Problem 1 — Min-stack with O(1) get_min
A standard stack tracks push and pop. The twist: get_min() must return the
current minimum in O(1) time — even after pops have removed previous minimums.
Think first. You cannot scan the whole stack on every get_min call —
that is O(n). Instead, track the minimum at each level of the stack. A
second "min-stack" running in parallel records what the minimum was when each
element was pushed.
Complete MinStack so that push, pop, top, and get_min all work correctly. push adds a value, pop removes the top, top returns the top without removing it, get_min returns the current minimum in O(1).
push(5), push(3), push(7), get_min() → 3push(5), push(3), pop(), get_min() → 5The min-stack mirrors every push and pop on the main stack. On each push it
records min(new_value, current_min). On pop both stacks shrink together.
get_min just reads min_stack[-1] — constant time, no scanning.
Problem 2 — Level-order traversal
Given a binary tree, return the node values level by level, as a list of
lists: [[root], [level-1 nodes], [level-2 nodes], ...].
This is BFS on a tree. The queue stores nodes; after dequeueing each node you enqueue its children.
Implement level_order(root) that returns a list of lists, where each inner list contains the values of nodes at that depth. Use a deque as the BFS queue.
level_order(tree with root 1, children 2 and 3) → [[1], [2, 3]]The key is level_size = len(queue) at the start of each outer loop
iteration. This freezes how many nodes belong to the current level. You
dequeue exactly that many, collecting their values, then move on to the next
level. Without this count you cannot separate levels cleanly.
Problem 3 — k most frequent elements
Given a list of integers, return the k elements that appear most often. If there are ties, any among the tied elements is acceptable.
Implement k_most_frequent(nums, k) returning a list of the k most frequent elements in nums. Order within the result does not matter.
k_most_frequent([1,1,1,2,2,3], 2) → [1, 2]Counter counts frequencies in O(n). heapq.nlargest(k, iterable, key=fn)
runs O(n log k) internally — it maintains a min-heap of size k while scanning.
Both pieces together stay O(n log k), which beats a full sort at O(n log n)
when k is small.
Problem 4 — First unique character
Given a string, return the index of the first character that appears exactly once. Return -1 if no such character exists.

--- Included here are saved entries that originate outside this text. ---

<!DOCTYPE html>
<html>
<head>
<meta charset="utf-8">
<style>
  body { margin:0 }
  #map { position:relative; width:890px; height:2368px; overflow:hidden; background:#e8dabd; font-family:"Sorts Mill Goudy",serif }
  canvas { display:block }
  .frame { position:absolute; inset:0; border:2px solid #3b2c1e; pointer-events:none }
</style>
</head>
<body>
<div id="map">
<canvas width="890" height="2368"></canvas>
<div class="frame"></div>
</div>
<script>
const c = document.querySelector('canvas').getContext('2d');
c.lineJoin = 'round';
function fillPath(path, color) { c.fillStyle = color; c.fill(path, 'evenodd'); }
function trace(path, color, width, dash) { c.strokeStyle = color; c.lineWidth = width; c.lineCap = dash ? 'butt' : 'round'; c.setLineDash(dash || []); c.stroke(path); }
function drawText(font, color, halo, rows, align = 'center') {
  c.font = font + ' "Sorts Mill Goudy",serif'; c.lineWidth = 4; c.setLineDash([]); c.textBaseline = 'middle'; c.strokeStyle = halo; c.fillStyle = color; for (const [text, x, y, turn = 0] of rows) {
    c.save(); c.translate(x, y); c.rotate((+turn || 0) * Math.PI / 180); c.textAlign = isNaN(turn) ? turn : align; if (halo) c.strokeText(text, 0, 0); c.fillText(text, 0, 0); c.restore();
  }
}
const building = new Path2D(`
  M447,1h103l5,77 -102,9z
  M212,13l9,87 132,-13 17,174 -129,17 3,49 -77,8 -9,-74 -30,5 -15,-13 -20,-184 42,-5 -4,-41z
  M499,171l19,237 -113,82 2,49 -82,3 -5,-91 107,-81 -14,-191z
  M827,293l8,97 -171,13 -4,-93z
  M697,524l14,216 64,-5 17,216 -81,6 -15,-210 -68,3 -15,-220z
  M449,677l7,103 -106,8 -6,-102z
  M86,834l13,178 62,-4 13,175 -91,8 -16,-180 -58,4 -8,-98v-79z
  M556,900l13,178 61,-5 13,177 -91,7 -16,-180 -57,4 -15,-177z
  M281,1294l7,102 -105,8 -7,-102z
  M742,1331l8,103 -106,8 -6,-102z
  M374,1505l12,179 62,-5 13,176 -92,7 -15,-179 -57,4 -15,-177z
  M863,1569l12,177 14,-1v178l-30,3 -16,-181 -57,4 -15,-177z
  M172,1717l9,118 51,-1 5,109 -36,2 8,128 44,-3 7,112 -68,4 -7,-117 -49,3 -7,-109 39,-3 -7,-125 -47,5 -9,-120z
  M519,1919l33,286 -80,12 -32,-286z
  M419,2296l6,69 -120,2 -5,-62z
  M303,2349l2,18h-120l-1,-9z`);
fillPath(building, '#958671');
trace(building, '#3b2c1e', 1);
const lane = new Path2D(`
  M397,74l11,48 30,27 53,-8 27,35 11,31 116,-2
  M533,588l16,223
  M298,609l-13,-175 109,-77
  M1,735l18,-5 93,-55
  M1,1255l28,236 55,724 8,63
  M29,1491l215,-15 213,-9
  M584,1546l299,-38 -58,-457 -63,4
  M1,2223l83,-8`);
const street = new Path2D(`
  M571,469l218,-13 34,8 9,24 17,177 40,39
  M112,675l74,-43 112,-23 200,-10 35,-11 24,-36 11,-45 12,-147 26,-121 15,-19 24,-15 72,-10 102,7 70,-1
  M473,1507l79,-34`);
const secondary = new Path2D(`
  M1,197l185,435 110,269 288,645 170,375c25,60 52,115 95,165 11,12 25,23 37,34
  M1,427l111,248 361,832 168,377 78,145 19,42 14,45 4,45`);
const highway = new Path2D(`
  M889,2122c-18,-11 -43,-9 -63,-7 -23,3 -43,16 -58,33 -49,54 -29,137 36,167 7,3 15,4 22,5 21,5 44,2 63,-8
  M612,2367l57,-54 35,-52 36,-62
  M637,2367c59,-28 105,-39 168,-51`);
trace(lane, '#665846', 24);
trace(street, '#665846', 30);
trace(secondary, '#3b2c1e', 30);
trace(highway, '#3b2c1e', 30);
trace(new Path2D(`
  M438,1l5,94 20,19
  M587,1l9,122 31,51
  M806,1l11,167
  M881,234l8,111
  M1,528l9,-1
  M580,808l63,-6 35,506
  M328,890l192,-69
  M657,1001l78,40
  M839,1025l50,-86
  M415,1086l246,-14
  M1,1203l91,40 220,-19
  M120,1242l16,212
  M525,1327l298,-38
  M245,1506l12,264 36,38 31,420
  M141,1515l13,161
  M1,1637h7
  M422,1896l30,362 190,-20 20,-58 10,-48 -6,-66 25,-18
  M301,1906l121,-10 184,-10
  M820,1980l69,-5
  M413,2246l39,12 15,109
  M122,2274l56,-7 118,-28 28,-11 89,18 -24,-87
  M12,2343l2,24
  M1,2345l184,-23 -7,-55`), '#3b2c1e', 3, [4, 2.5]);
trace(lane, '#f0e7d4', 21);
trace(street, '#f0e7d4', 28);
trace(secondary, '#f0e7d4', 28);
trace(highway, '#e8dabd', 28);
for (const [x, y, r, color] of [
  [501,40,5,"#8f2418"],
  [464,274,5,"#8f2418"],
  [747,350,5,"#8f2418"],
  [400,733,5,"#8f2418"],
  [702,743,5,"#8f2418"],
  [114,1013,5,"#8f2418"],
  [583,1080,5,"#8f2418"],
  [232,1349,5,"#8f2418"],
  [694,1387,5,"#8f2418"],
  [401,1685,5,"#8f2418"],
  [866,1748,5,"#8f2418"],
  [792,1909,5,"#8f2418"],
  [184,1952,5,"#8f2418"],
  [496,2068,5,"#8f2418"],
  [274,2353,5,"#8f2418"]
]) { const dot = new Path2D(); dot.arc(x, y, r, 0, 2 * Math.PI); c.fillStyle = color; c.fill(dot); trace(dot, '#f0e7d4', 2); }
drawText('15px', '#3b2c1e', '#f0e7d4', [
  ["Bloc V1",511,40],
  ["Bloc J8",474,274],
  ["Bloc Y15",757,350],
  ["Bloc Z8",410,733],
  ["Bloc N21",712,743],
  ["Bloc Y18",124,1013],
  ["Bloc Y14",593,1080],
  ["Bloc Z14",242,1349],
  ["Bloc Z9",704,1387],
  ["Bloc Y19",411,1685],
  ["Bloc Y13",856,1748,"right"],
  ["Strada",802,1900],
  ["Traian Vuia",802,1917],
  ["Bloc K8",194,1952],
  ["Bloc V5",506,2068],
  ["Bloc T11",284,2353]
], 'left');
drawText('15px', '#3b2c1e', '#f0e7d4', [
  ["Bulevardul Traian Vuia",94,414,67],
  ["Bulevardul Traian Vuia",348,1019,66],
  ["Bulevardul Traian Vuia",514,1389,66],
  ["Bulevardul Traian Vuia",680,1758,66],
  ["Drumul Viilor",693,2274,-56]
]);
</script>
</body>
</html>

Implement first_unique_char(s) returning the index of the first character in s that appears exactly once, or -1 if there is none.

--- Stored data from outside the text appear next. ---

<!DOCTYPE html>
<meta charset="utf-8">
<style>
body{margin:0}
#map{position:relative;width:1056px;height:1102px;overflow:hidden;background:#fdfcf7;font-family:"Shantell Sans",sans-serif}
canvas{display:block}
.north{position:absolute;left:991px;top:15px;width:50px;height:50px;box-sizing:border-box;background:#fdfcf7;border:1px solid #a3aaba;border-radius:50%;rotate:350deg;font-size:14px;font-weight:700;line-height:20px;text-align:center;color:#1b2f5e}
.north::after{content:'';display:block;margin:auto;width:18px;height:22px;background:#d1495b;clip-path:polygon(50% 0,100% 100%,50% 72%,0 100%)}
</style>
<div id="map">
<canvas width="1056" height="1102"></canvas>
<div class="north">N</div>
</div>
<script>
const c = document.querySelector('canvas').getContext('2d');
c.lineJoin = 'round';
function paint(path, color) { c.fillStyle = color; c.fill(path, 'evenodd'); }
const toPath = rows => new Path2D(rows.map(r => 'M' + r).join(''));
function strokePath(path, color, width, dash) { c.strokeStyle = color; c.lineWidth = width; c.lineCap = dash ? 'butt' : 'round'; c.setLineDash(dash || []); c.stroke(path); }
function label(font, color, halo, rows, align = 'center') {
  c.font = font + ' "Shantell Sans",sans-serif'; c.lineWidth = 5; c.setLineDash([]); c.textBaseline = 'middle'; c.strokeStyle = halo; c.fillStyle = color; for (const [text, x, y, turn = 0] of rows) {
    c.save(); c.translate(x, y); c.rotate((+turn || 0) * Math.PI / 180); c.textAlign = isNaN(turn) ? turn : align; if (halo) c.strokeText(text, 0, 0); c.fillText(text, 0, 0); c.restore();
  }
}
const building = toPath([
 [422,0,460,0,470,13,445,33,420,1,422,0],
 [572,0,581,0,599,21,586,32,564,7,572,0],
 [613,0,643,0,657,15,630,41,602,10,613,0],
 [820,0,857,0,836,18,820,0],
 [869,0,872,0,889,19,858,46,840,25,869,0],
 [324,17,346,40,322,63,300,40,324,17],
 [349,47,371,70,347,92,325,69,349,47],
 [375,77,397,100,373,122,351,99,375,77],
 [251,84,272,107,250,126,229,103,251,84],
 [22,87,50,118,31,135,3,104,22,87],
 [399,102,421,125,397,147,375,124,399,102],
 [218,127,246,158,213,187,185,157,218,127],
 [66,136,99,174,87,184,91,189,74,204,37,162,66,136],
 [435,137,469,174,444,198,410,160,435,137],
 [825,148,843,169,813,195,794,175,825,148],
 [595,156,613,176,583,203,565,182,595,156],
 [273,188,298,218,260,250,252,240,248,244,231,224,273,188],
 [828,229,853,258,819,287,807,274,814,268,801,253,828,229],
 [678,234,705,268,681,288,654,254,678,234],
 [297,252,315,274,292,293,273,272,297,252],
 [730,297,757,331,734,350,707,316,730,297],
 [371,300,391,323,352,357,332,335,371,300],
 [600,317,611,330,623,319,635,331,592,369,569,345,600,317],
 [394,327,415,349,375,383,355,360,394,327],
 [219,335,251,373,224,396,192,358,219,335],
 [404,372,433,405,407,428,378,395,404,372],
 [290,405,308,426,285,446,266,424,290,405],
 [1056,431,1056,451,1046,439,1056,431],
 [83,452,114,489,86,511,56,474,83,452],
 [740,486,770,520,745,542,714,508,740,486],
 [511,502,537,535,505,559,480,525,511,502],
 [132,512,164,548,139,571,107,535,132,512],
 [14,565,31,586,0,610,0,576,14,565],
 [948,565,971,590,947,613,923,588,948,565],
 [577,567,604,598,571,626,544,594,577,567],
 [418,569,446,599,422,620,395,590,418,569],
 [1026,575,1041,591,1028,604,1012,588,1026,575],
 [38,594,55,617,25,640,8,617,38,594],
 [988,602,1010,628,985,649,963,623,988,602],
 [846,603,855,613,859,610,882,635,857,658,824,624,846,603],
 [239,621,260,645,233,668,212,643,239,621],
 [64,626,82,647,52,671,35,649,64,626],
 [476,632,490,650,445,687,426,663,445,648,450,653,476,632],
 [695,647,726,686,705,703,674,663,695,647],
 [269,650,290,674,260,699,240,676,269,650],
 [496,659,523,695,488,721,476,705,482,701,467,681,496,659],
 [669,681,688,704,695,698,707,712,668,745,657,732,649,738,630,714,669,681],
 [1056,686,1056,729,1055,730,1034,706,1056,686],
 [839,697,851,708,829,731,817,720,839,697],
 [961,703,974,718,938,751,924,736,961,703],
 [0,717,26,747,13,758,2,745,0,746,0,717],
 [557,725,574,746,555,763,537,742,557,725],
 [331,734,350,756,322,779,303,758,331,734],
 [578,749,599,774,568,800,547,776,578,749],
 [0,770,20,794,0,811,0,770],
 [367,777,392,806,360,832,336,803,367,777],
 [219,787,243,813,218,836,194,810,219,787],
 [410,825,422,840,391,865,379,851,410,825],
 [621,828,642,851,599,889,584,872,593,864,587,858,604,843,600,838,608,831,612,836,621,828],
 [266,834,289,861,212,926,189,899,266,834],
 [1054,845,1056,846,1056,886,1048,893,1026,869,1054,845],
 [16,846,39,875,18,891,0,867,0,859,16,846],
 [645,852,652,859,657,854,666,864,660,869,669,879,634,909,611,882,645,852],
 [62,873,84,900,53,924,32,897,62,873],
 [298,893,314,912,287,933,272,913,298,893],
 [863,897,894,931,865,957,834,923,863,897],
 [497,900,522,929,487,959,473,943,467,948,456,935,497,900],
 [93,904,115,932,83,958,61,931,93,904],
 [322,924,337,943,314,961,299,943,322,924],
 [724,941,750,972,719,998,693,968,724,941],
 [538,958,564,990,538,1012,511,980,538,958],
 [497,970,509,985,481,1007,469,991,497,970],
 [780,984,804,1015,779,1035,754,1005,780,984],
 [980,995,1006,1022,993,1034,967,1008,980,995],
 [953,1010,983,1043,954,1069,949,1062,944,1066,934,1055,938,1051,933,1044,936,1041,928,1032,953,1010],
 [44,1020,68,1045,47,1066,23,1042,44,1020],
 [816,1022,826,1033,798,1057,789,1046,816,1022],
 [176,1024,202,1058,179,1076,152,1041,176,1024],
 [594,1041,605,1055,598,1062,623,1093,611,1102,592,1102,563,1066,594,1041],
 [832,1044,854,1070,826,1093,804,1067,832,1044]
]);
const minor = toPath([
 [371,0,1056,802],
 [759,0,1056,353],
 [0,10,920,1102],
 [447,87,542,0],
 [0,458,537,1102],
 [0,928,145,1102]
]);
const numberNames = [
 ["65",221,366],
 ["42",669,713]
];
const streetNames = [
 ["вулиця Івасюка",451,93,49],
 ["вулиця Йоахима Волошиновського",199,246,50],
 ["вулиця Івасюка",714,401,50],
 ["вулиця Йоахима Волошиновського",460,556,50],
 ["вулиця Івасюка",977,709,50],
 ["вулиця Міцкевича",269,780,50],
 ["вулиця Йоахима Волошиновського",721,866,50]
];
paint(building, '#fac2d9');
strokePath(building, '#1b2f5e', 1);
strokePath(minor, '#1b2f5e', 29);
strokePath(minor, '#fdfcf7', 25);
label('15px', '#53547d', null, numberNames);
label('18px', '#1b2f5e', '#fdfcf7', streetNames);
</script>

first_unique_char("leetcode") → 0first_unique_char("aabb") → -1Two passes through the string: the first builds the frequency map in O(n), the second finds the leftmost character with count 1 in O(n). Total O(n) time and O(k) space where k is the alphabet size (at most 26 for lowercase ASCII — in practice constant). This is the "count then scan" pattern that appears in many string problems.
Done?
Four problems, four structures. The min-stack demonstrates that the right auxiliary structure can make an otherwise-expensive query free. Level-order traversal shows BFS on a tree. The frequency heap combines counting with heap selection. The unique-character problem is a clean "count then scan" pattern. Each one generalises: the min-stack idea applies to any monotone aggregate, level-order is the basis of BFS on any hierarchical data, top-K frequency appears in analytics and autocomplete, and count-then-scan solves dozens of string problems.